# TRY IT
Exact copy without images: repeat every entry as written.

BEGIN SUPPLIED DATA

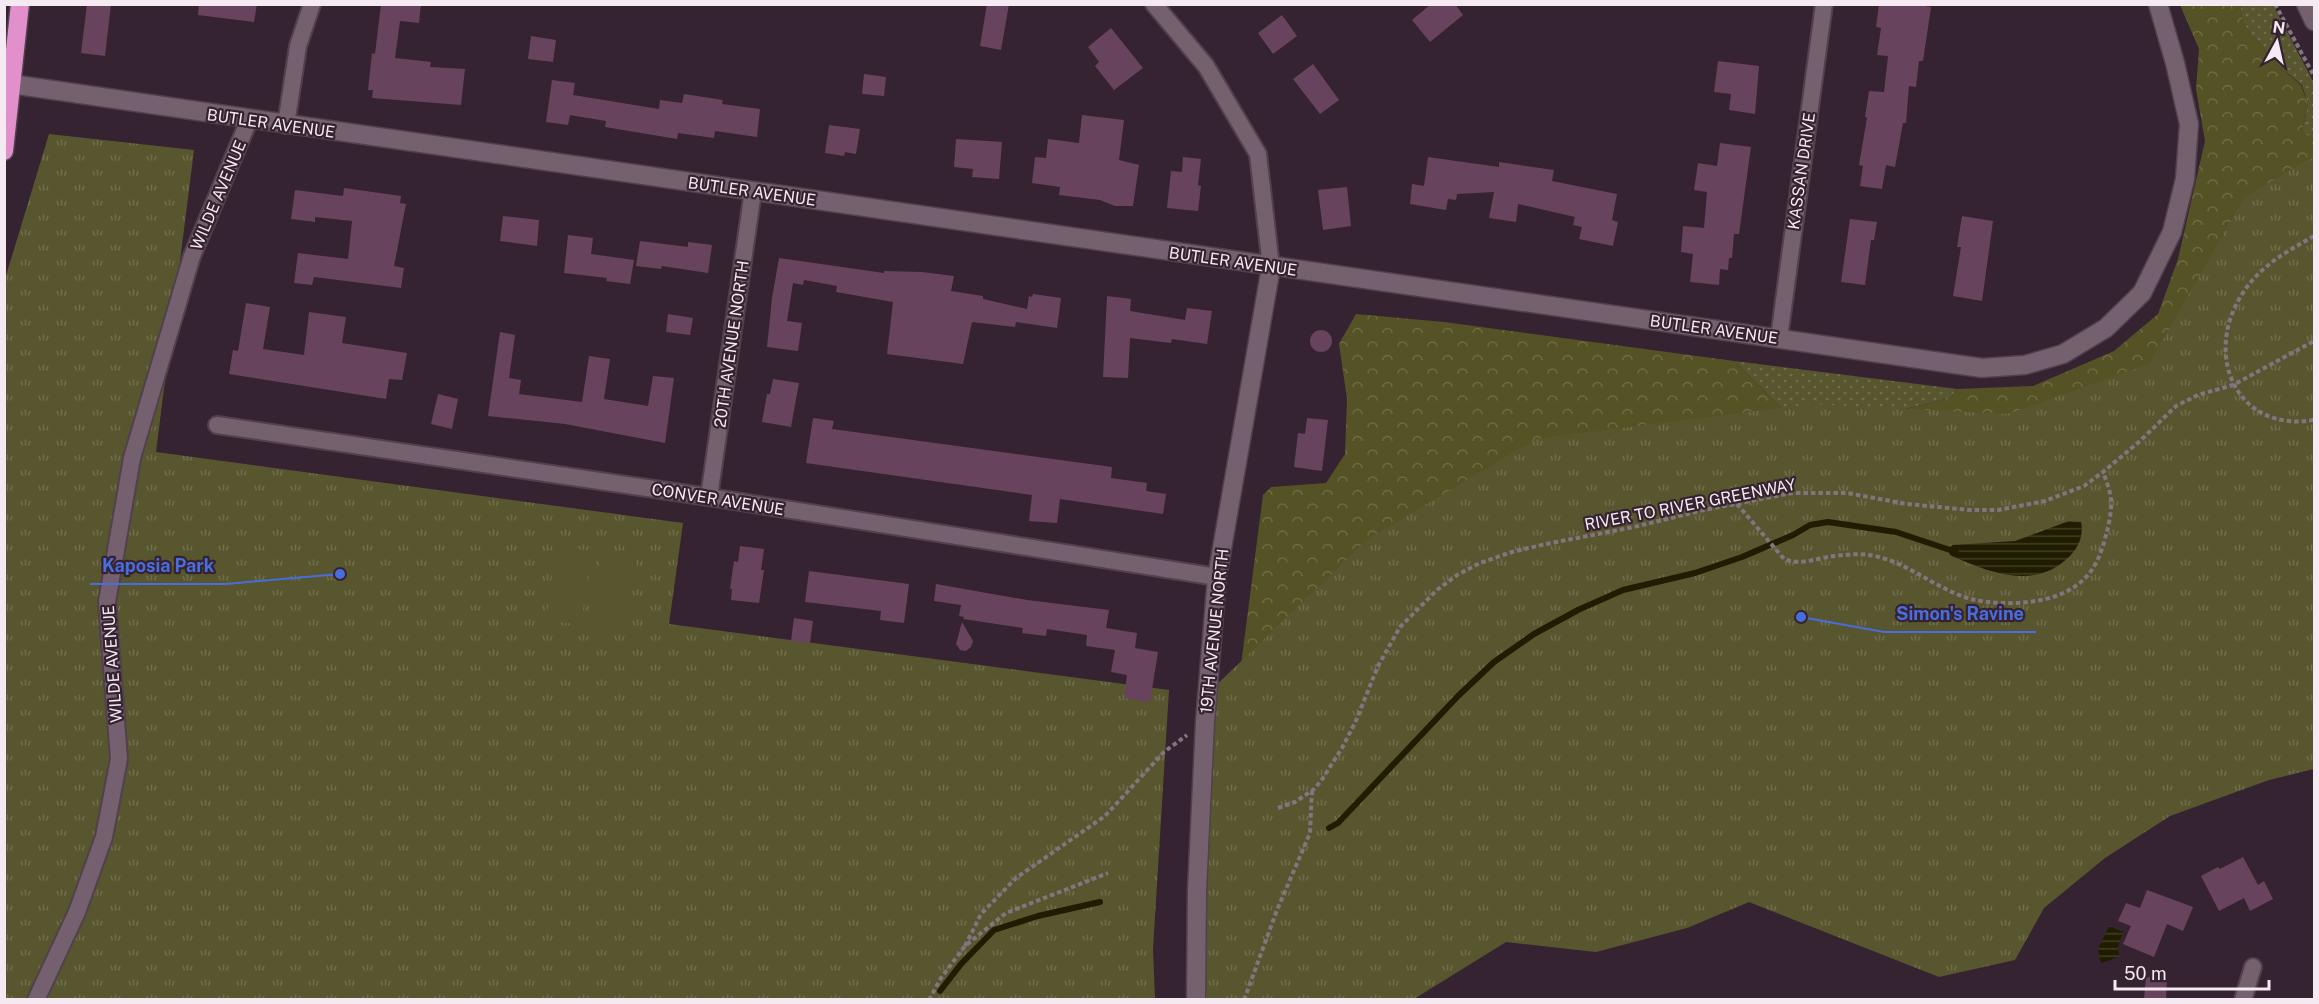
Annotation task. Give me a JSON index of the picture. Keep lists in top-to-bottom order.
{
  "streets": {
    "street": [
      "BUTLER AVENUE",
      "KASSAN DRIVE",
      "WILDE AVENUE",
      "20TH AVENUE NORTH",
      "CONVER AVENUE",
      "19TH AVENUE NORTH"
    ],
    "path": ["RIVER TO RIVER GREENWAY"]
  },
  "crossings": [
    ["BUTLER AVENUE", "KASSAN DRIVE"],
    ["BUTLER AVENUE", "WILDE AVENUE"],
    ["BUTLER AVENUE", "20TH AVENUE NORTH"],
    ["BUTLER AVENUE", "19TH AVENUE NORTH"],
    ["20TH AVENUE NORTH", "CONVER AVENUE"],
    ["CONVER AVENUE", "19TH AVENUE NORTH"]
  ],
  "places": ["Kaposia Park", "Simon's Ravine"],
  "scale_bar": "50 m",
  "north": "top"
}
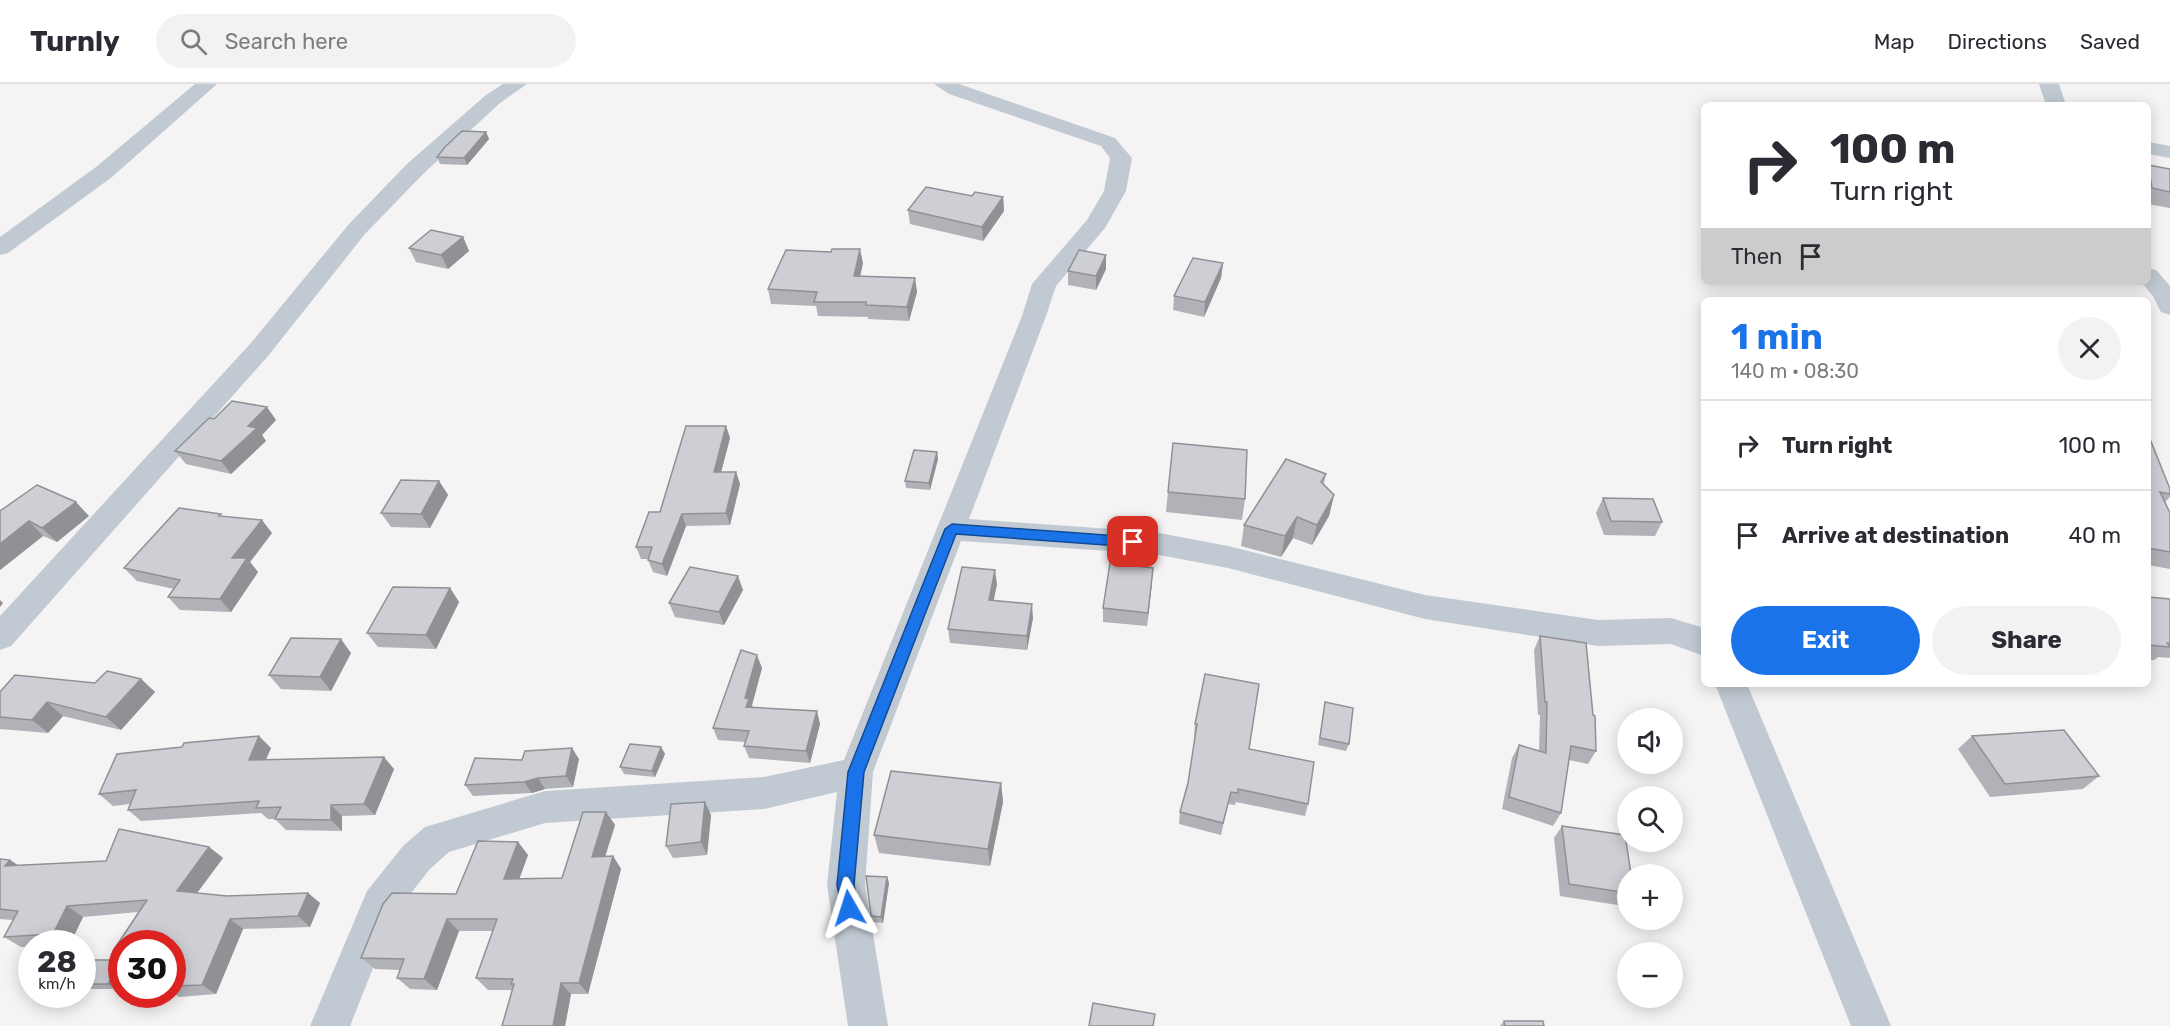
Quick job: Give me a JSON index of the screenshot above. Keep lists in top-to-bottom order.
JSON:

END SUPPLIED DATA

# EXERCISE RESULT
Annotation task. Give me a JSON index of the picture. Keep lists in top-to-bottom order.
{
  "streets": {
    "street": [
      "BUTLER AVENUE",
      "KASSAN DRIVE",
      "WILDE AVENUE",
      "20TH AVENUE NORTH",
      "CONVER AVENUE",
      "19TH AVENUE NORTH"
    ],
    "path": ["RIVER TO RIVER GREENWAY"]
  },
  "crossings": [
    ["BUTLER AVENUE", "KASSAN DRIVE"],
    ["BUTLER AVENUE", "WILDE AVENUE"],
    ["BUTLER AVENUE", "20TH AVENUE NORTH"],
    ["BUTLER AVENUE", "19TH AVENUE NORTH"],
    ["20TH AVENUE NORTH", "CONVER AVENUE"],
    ["CONVER AVENUE", "19TH AVENUE NORTH"]
  ],
  "places": ["Kaposia Park", "Simon's Ravine"],
  "scale_bar": "50 m",
  "north": "top"
}
Quick job: Give me a JSON index of the screenshot above. Keep lists in top-to-bottom order.
JSON:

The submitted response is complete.